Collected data

::::::

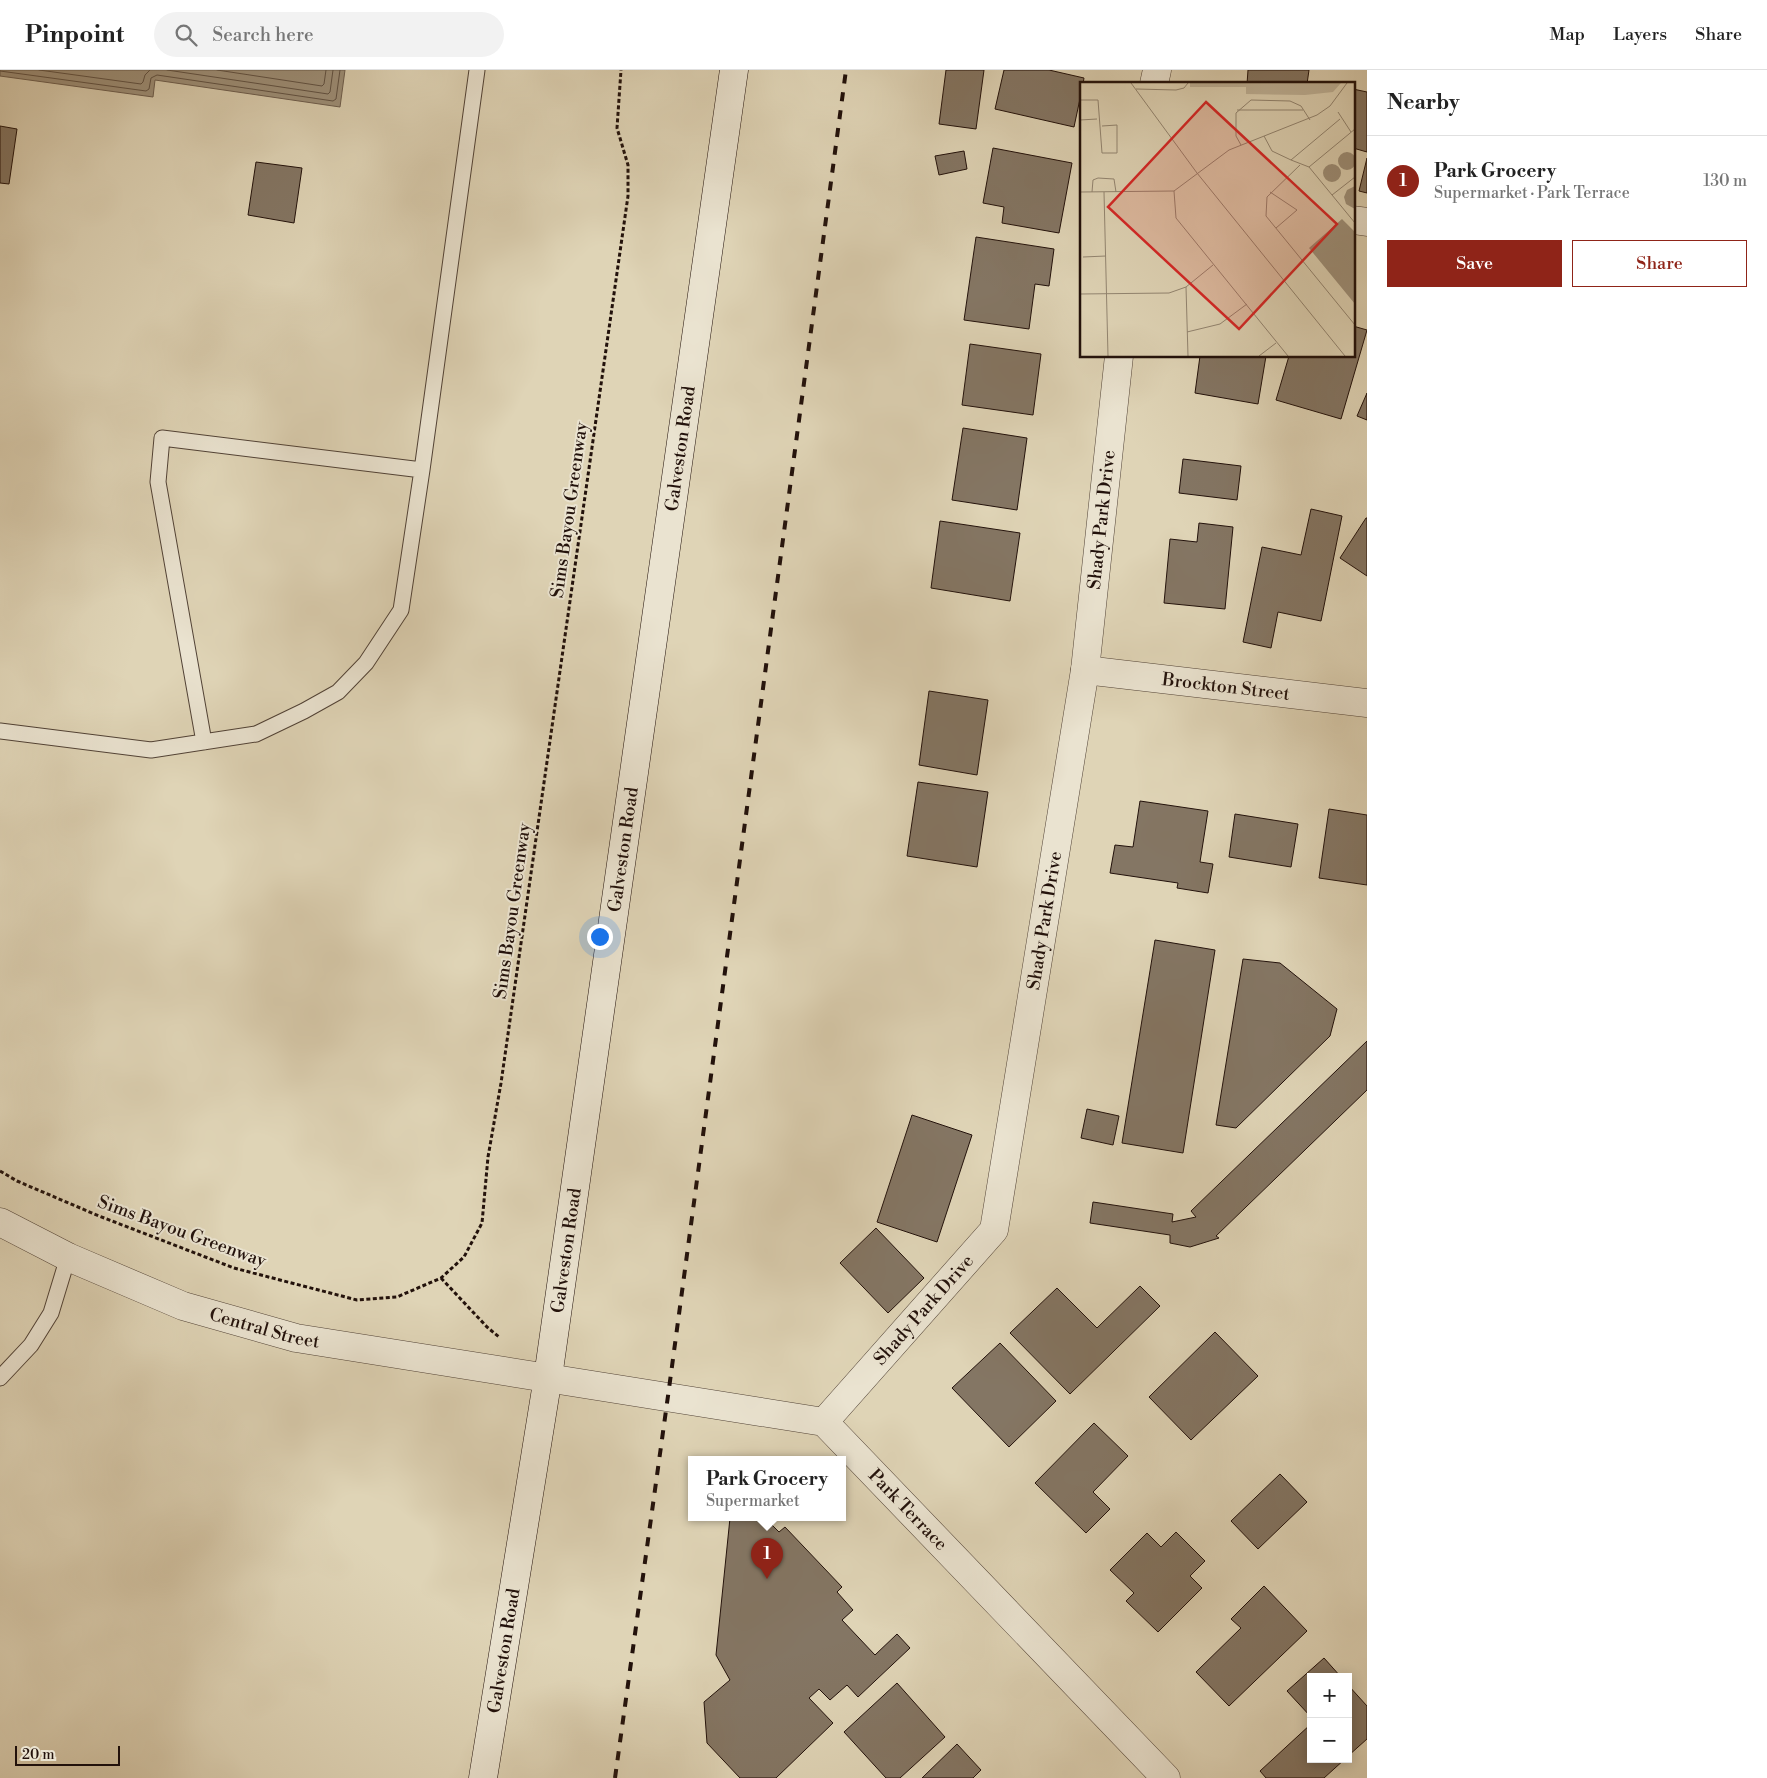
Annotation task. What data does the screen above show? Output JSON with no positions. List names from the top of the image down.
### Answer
{
  "streets": {
    "street": [
      "Galveston Road",
      "Shady Park Drive",
      "Brockton Street",
      "Central Street",
      "Park Terrace"
    ],
    "path": ["Sims Bayou Greenway"]
  },
  "crossings": [
    ["Galveston Road", "Central Street"],
    ["Shady Park Drive", "Brockton Street"],
    ["Shady Park Drive", "Park Terrace"]
  ],
  "scale_bar": "20 m",
  "page": {
    "header": "Pinpoint",
    "search": "Search here",
    "nav": ["Map", "Layers", "Share"],
    "heading": "Nearby",
    "list": [
      {
        "mark": "1",
        "name": "Park Grocery",
        "note": "Supermarket · Park Terrace",
        "value": "130 m"
      }
    ],
    "buttons": ["Save", "Share"],
    "popup": ["Park Grocery", "Supermarket"],
    "pins": "1",
    "map_buttons": ["+", "−"],
    "scale": "20 m"
  }
}
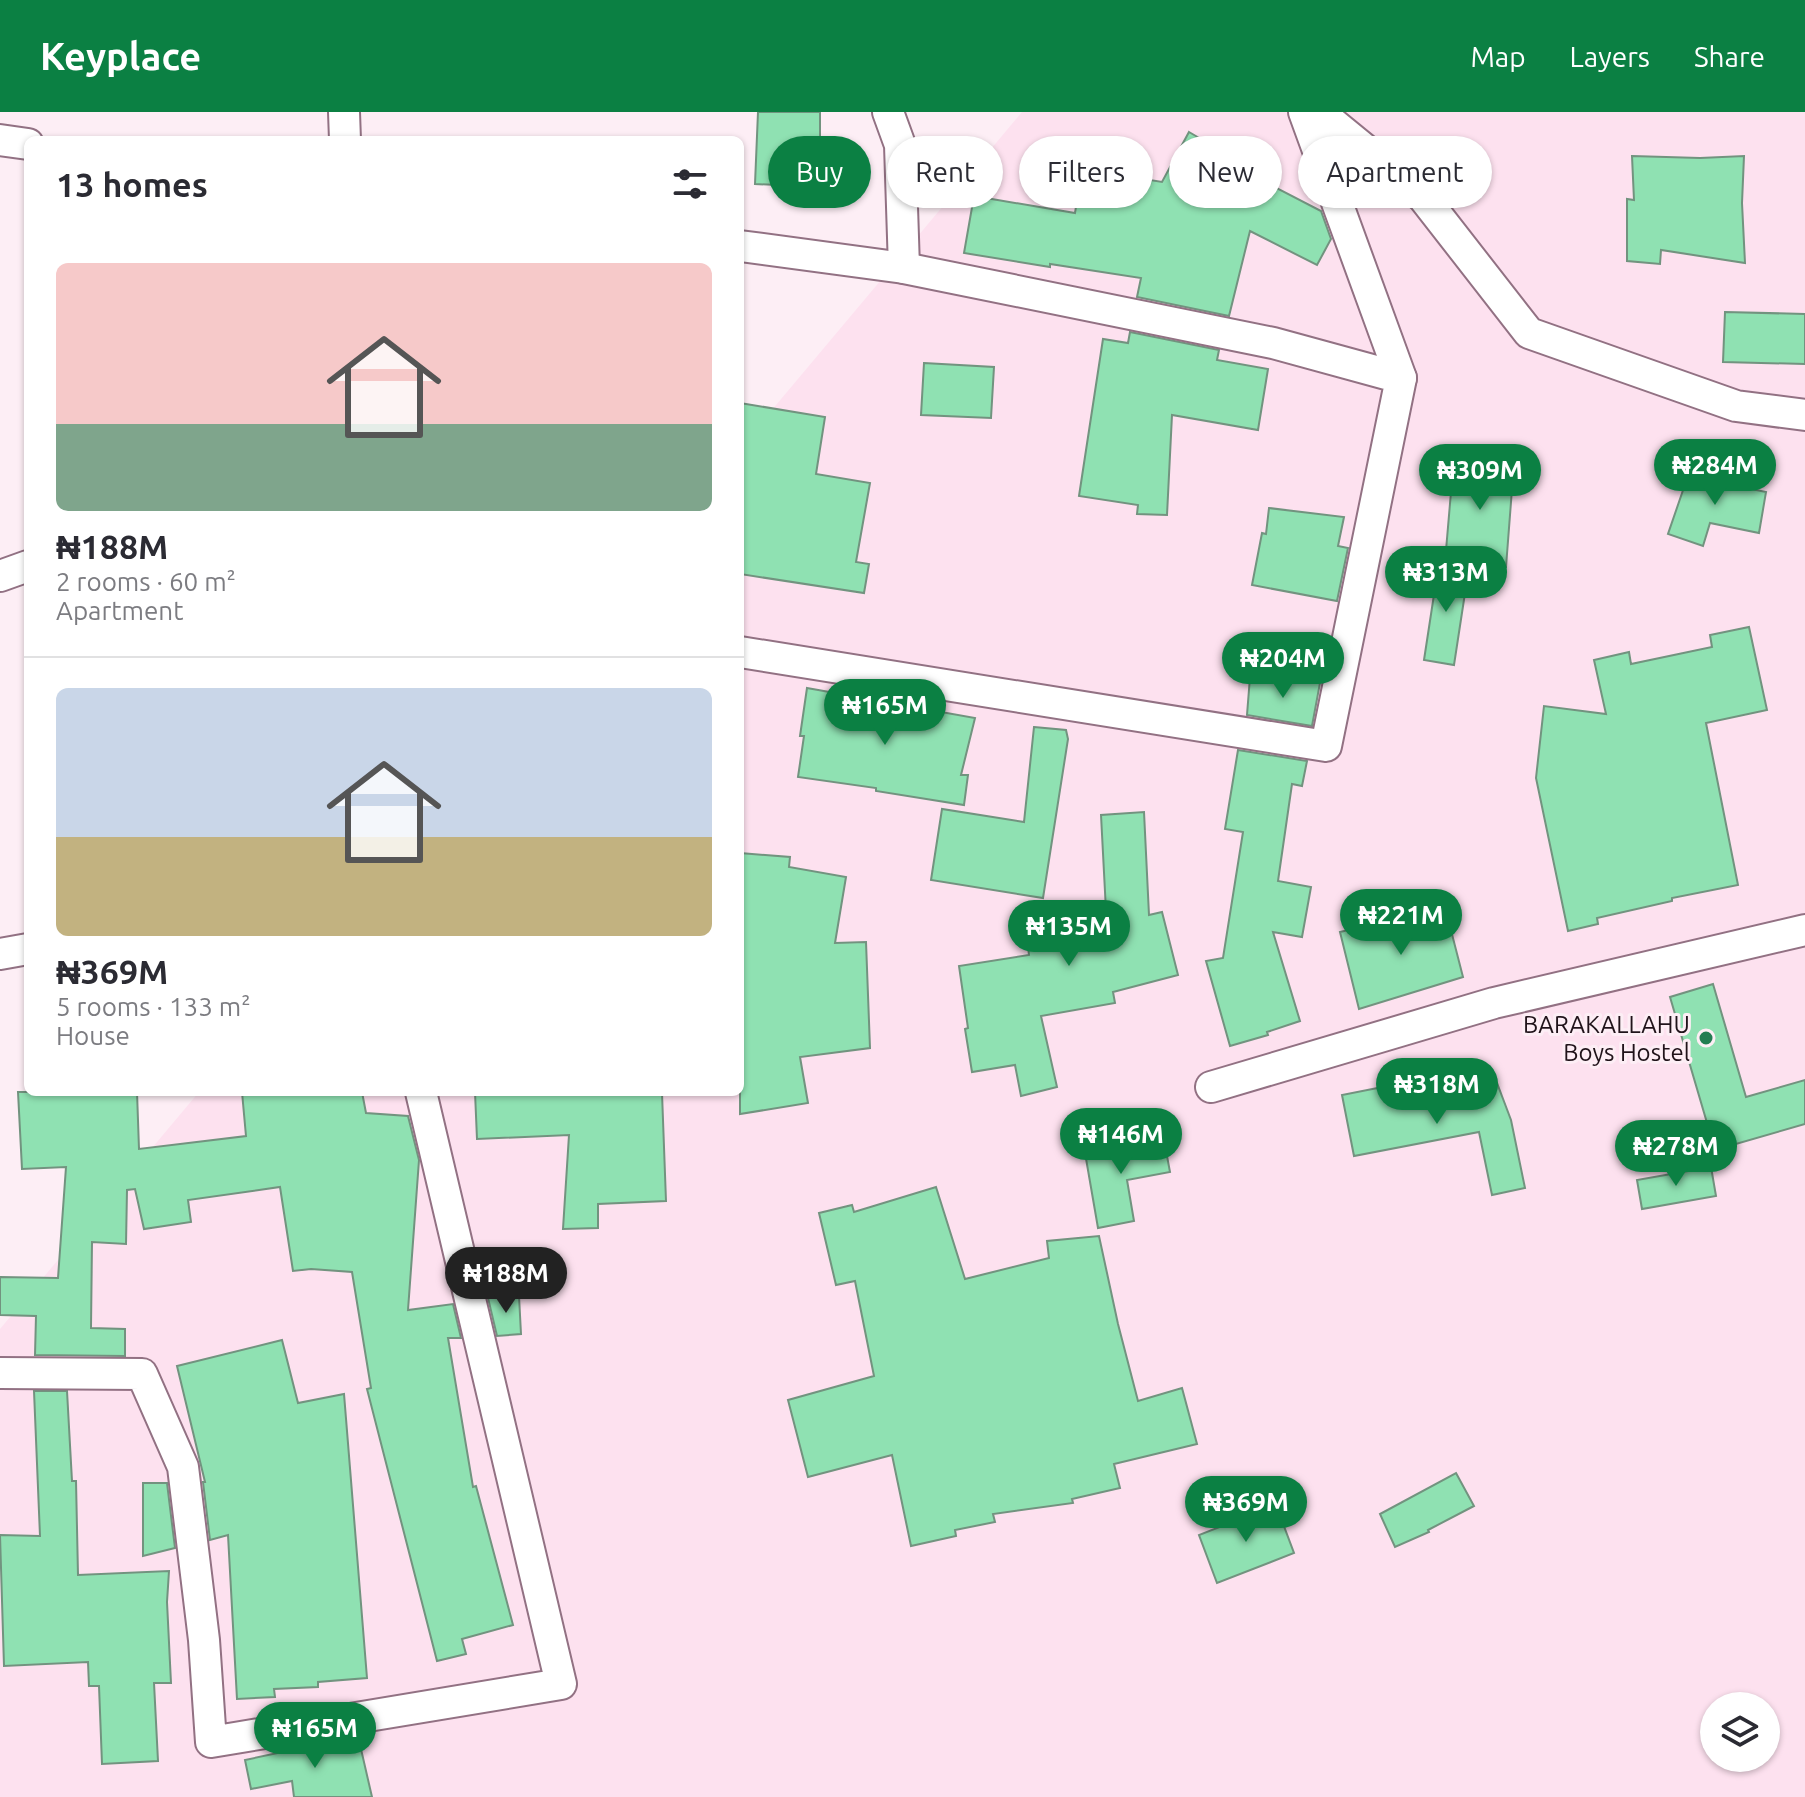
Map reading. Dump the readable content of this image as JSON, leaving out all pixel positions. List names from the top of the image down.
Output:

::::::

AIM OF THE TASK = Write the "Map reading. Dump" line and all later lines exactly. Stop at the end of the data.

OUTPUT =
Map reading. Dump the readable content of this image as JSON, leaving out all pixel positions. List names from the top of the image down.
Output:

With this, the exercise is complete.